What you should do →
Please repeat, from the entries that follow, the lines from the one containing "ctx.save();" through the one containing "[0,755,96,766,75,887,0,871]" exactly, adding nothing.

Data provided →
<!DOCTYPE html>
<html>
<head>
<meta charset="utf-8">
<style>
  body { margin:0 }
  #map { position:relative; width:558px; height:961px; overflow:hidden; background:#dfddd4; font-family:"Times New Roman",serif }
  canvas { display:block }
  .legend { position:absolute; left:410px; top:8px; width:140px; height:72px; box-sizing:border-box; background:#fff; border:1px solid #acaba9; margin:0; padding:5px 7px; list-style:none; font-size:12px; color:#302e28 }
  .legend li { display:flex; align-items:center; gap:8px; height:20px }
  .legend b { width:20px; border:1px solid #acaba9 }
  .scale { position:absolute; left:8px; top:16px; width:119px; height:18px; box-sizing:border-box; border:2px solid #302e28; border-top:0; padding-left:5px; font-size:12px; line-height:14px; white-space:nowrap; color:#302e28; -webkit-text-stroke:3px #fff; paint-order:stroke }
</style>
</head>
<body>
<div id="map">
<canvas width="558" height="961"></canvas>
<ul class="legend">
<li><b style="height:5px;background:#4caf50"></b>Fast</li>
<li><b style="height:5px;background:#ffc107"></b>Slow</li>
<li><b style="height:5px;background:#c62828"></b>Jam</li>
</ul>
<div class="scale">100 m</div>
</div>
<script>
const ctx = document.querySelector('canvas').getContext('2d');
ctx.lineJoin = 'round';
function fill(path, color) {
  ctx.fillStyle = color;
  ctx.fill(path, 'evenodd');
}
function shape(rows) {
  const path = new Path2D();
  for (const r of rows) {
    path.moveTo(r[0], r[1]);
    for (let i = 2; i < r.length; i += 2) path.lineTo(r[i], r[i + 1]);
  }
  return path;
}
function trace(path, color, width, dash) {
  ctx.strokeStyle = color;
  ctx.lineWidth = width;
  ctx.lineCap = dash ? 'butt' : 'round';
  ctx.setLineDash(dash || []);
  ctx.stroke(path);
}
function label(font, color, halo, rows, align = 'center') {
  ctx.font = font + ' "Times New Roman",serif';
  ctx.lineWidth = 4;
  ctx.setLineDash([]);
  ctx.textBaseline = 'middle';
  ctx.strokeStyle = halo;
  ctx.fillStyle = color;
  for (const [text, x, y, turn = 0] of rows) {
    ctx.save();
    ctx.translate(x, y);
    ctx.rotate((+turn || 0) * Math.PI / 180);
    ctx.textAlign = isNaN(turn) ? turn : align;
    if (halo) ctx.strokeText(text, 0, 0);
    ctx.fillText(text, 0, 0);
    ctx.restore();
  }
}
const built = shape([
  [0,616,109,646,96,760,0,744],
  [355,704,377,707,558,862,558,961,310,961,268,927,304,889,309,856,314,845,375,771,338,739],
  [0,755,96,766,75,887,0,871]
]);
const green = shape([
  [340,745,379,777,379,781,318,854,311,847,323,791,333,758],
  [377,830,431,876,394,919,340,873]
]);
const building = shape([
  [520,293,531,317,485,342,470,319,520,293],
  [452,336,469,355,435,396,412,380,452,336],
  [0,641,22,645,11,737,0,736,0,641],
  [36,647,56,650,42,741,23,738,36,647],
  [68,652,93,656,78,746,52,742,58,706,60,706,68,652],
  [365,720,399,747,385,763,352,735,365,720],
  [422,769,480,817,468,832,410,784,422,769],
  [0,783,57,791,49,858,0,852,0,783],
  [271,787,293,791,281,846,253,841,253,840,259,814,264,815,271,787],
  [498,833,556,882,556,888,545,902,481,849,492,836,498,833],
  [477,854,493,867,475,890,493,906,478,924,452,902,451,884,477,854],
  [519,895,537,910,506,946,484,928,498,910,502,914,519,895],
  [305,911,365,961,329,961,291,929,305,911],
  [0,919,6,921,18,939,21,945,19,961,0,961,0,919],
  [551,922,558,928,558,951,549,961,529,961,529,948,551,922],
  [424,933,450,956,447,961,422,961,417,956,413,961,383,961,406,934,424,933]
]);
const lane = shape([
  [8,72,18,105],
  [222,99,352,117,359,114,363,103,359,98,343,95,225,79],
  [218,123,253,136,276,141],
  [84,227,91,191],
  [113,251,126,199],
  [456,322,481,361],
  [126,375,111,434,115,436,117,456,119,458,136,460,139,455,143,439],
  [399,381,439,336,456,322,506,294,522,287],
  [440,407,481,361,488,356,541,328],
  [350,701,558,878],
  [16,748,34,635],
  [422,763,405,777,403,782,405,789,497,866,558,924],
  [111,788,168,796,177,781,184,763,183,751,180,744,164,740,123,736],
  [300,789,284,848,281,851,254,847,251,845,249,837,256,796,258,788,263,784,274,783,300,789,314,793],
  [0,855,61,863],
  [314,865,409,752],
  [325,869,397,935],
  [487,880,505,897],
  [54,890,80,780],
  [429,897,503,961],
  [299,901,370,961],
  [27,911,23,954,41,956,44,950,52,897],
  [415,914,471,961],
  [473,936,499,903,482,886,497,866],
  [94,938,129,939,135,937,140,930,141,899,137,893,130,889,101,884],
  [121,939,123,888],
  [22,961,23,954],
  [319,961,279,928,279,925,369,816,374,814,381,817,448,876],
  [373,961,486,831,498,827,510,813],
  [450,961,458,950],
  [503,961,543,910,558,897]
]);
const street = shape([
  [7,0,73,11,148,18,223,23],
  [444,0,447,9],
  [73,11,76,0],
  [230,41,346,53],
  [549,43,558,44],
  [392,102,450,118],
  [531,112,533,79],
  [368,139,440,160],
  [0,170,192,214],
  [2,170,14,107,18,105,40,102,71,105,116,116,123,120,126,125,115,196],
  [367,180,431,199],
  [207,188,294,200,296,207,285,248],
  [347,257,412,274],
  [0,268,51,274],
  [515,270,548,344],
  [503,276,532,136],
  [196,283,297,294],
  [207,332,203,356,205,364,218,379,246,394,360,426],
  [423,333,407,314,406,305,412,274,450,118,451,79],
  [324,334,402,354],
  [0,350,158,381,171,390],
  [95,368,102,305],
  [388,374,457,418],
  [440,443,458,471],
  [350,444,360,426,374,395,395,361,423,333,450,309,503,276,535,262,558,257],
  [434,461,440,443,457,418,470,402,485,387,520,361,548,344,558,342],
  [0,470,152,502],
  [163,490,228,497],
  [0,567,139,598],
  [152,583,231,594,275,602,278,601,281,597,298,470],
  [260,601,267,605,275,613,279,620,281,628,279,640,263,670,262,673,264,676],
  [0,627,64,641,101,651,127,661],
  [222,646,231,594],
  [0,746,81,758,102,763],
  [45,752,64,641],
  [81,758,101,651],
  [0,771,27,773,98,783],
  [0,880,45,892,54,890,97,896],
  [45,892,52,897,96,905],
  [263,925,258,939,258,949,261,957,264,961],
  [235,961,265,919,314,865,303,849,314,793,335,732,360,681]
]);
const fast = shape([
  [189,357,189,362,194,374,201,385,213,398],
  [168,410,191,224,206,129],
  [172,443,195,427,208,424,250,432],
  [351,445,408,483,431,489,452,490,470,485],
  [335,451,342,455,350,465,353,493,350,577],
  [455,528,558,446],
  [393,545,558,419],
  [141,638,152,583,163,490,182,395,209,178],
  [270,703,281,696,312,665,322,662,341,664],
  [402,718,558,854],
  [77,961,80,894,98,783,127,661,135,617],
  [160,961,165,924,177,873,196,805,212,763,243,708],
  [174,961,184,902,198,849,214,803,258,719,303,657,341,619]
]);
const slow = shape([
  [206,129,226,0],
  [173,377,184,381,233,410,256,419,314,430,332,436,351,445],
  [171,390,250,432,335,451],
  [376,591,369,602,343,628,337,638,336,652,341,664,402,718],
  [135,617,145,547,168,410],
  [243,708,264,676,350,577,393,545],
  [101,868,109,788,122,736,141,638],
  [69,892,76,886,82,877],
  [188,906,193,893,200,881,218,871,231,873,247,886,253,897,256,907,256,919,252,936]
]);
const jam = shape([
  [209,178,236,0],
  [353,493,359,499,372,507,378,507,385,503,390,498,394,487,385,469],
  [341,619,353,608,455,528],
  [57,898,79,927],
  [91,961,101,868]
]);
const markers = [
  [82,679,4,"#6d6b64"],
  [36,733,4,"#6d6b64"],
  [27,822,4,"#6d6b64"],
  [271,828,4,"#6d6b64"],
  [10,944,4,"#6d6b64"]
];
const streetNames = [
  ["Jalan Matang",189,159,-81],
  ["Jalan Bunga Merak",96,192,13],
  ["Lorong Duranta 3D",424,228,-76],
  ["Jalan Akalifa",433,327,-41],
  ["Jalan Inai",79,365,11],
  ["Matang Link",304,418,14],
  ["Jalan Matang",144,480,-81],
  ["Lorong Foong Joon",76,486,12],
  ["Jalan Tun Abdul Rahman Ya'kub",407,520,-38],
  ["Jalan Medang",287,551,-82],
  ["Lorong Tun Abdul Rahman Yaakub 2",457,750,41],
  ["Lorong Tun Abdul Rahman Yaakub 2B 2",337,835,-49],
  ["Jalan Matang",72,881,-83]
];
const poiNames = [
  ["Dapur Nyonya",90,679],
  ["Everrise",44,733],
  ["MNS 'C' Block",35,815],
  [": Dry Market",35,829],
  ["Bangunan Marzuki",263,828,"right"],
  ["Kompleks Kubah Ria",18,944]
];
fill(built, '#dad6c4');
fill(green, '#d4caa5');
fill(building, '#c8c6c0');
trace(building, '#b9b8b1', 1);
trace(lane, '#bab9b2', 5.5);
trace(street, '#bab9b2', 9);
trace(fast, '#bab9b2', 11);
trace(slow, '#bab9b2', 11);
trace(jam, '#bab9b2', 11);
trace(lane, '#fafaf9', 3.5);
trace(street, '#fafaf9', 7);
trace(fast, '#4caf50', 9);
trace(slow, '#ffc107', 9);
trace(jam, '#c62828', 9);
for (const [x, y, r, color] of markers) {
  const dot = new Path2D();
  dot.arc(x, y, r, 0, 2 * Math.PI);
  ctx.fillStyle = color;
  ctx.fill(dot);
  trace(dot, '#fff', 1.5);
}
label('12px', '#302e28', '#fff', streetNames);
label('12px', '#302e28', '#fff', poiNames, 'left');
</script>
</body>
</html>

Task solution →
    ctx.save();
    ctx.translate(x, y);
    ctx.rotate((+turn || 0) * Math.PI / 180);
    ctx.textAlign = isNaN(turn) ? turn : align;
    if (halo) ctx.strokeText(text, 0, 0);
    ctx.fillText(text, 0, 0);
    ctx.restore();
  }
}
const built = shape([
  [0,616,109,646,96,760,0,744],
  [355,704,377,707,558,862,558,961,310,961,268,927,304,889,309,856,314,845,375,771,338,739],
  [0,755,96,766,75,887,0,871]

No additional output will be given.